On a child’s t-shirt were the words, “I can do hard things,” and when I first saw it I loved it.
I loved what a wise and powerful thought this was for any child to carry around and proclaim to themselves and the world and then..
my mother died last month and although she was 84, it was unexpected and I had just been with her two nights before and then..
I didn’t know how to handle such a hard thing and I didn’t know how to be in the world that was just going about its business like nothing had changed when now everything was different and then..
that day because I had just arrived on the east coast, far from home to help my daughter who was soon to have her first baby, I walked and walked in a strange town where I knew no one, wanting to find a chapel, I just wanted to find a chapel, I would have chosen a garden but it was December and it was drizzling and gray and cold…..
and then while I was walking had the thought that if I could find a hospital it would have a chapel so I used my phone to find the nearest hospital and walked to it with guidance..

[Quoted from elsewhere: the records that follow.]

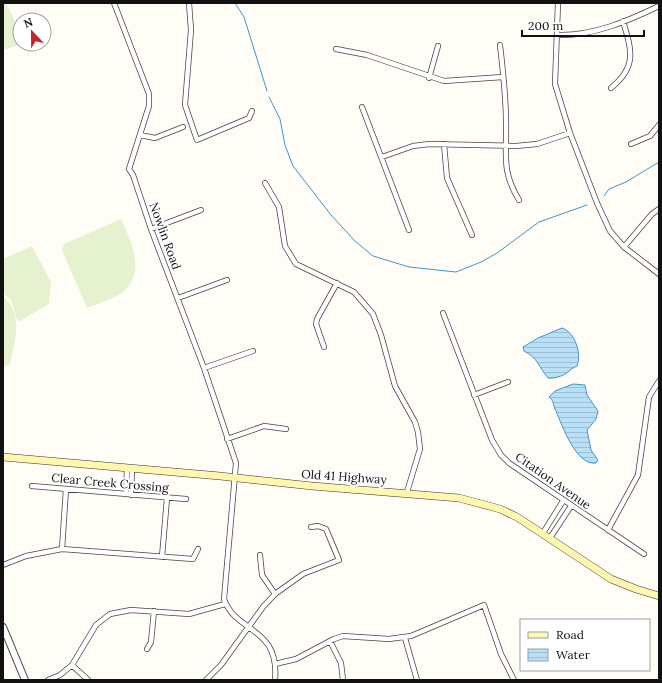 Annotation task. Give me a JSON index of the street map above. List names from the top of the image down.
{
  "streets": {
    "main road": ["Old 41 Highway"],
    "street": ["Nowlin Road", "Citation Avenue", "Clear Creek Crossing"]
  },
  "crossings": [
    ["Nowlin Road", "Old 41 Highway"]
  ],
  "legend": ["Road", "Water"],
  "scale_bar": "200 m",
  "north": "top"
} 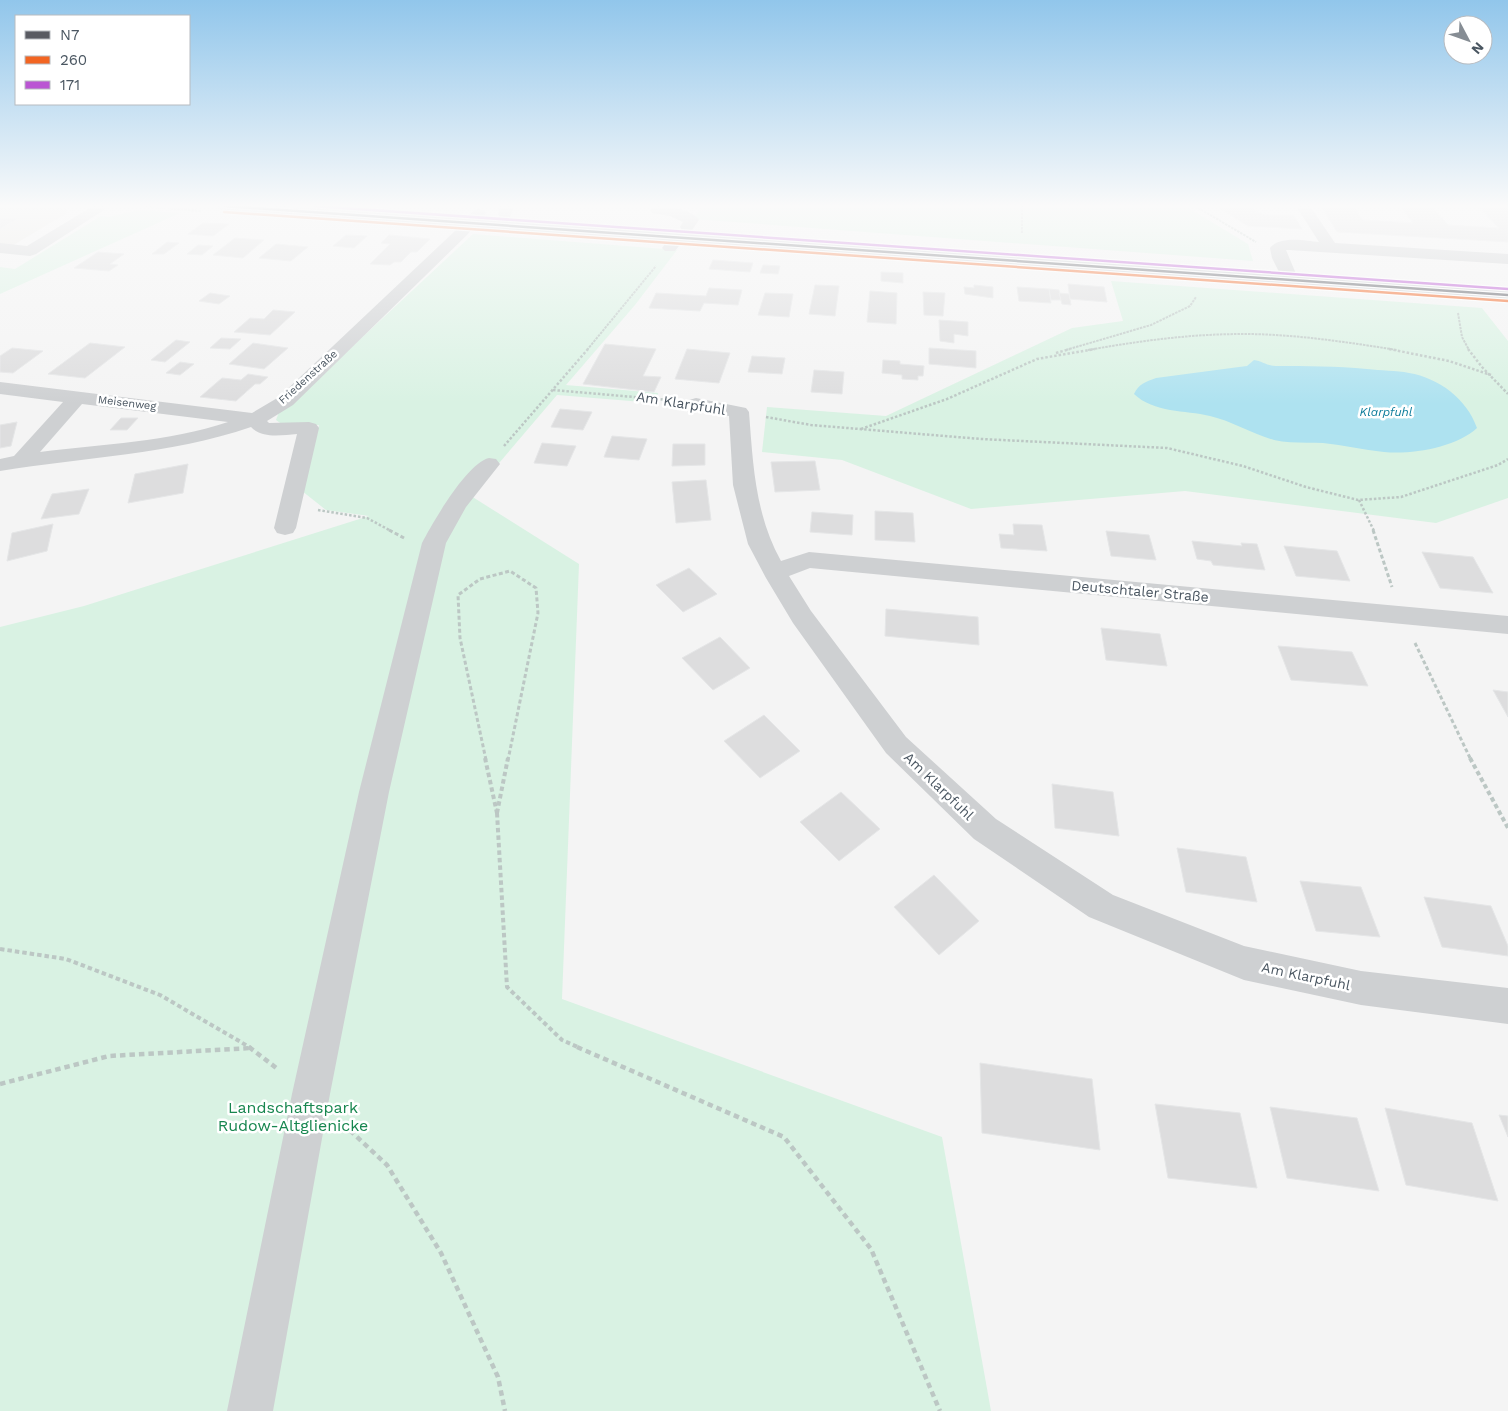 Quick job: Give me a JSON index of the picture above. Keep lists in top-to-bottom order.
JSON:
{
  "streets": {
    "street": [
      "Friedenstraße",
      "Meisenweg",
      "Am Klarpfuhl",
      "Deutschtaler Straße"
    ]
  },
  "crossings": [
    ["Friedenstraße", "Meisenweg"],
    ["Am Klarpfuhl", "Deutschtaler Straße"]
  ],
  "water": ["Klarpfuhl"],
  "parks": ["Landschaftspark Rudow-Altglienicke"],
  "lines": ["transit line N7", "transit line 260", "transit line 171"],
  "legend": ["N7", "260", "171"],
  "north": "bottom right"
}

and then I sat alone and was so glad I was alone because I broke down and through my sobbing kept asking my mother, “Why? Why did you go Mom? Why did you go and why did you have to go now?”

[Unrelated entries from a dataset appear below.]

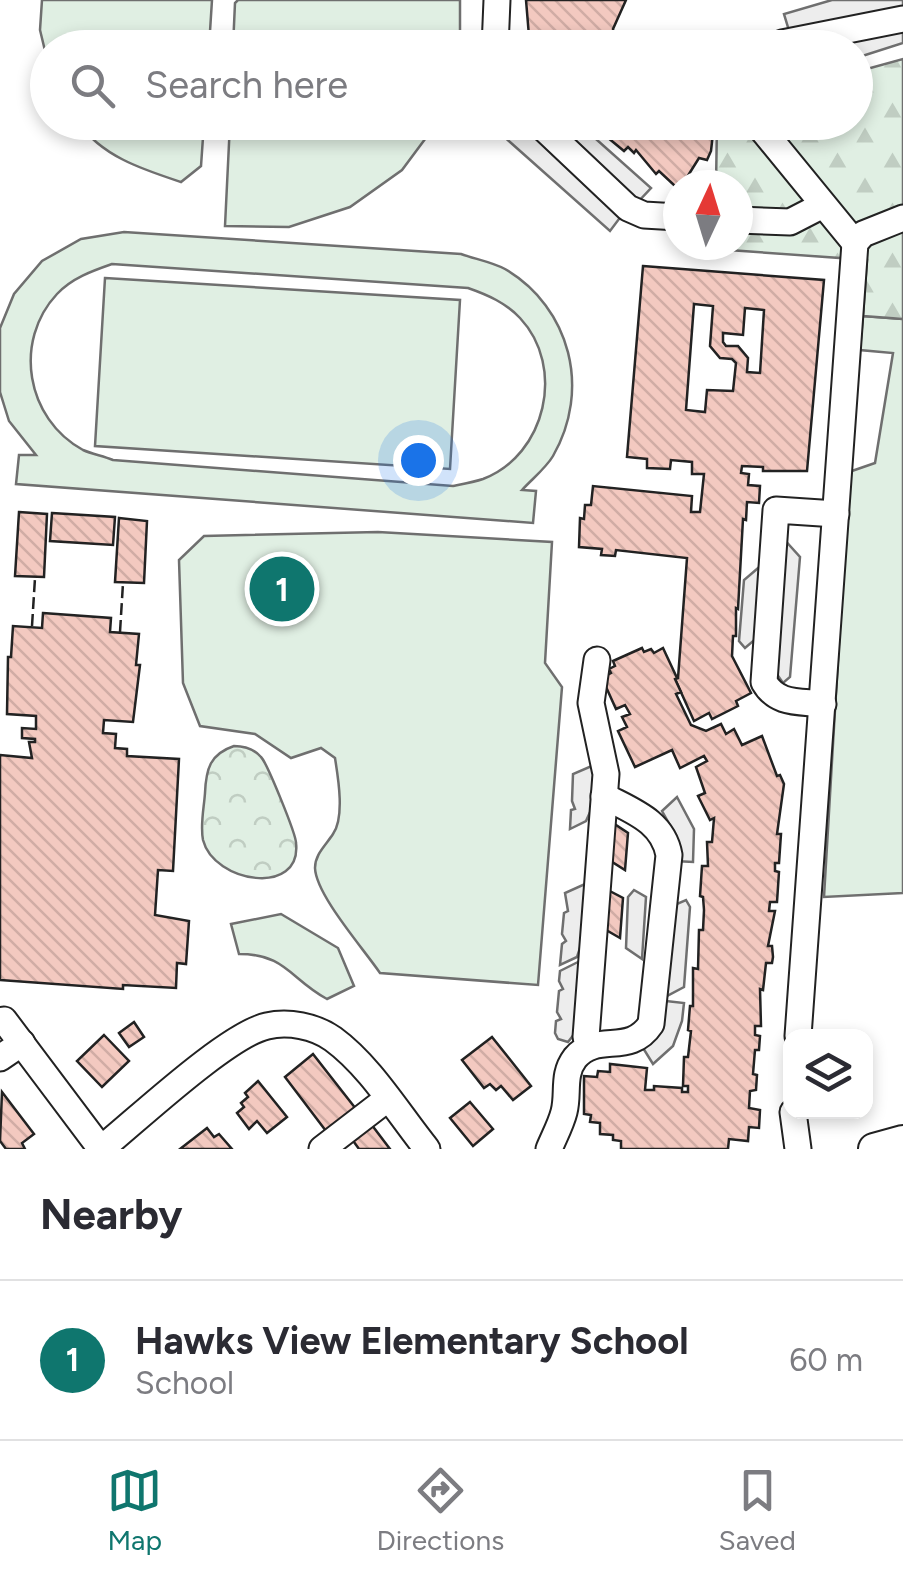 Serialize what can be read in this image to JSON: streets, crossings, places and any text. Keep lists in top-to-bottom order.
{
  "north": "top",
  "page": {
    "search": "Search here",
    "pins": "1",
    "heading": "Nearby",
    "list": [
      {
        "mark": "1",
        "name": "Hawks View Elementary School",
        "note": "School",
        "value": "60 m"
      }
    ],
    "nav": ["Map", "Directions", "Saved"]
  }
}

And that’s all. I got lost in that and I let come what came and I realized it was going to take a while to get used to the fact that she was gone.
You see, I had just moved from out of state to be near her and I had so enjoyed her company for those six weeks and she had this new great-granddaughter on the way and she would so have loved to meet her and I had these plans, you see, I had these plans…..and I had to hold onto them and I had to hold onto her.
And then this morning, on my computer, this picture my son had taken from the top of Notre Dame after he and I had climbed all those hundreds of spiraling stone steps gave me pause and immediately circled around to that t-shirt that said, “I can do hard things,” and then back again to my mother leaving us all here without her.
Okay. Yes. I can do hard things.
For almost every one of us, there will be unfinished business. And the mere existence of things undone should be a sort of satisfaction; that at any age – our lives are full enough that we are not, though still alive, living like we’ve been long since dead. My mother lived and planned like she’d be on this earth forever. What a blessing to have a life where we still have, “promises to keep and miles to go before we sleep.”
When my son and I climbed those steps, I was wearing sort of high heeled ankle boots and it was a hard climb. I’d just gotten used to the counterclockwise steps, when very near the top, they switched directions and moved clockwise and that new direction threw me for a vertigo loop. My feet wouldn’t move, my hand couldn’t grip hard enough and my equilibrium was off. Everything in my body said, “Turn around. Just stop.”
Fortunately my son coaxed me on, reassuring me it would be just fine.
And it was. Just look at the view from the very top.
The struggle and the experience was so worth the joy and beauty and perspective from above. What a day it was! What a gift.
I’m slowly moving toward that sweet spot of peace, that bigger, broader view, knowing that our life is a constant journey of change, but I’m going to hold onto her, always holding her memory for a blessing.
I’ll have waves, unexpected sneaker waves, of grief and sadness and longing for her and then…..
I remember: my mother did hard things. She did many hard things. And so can I.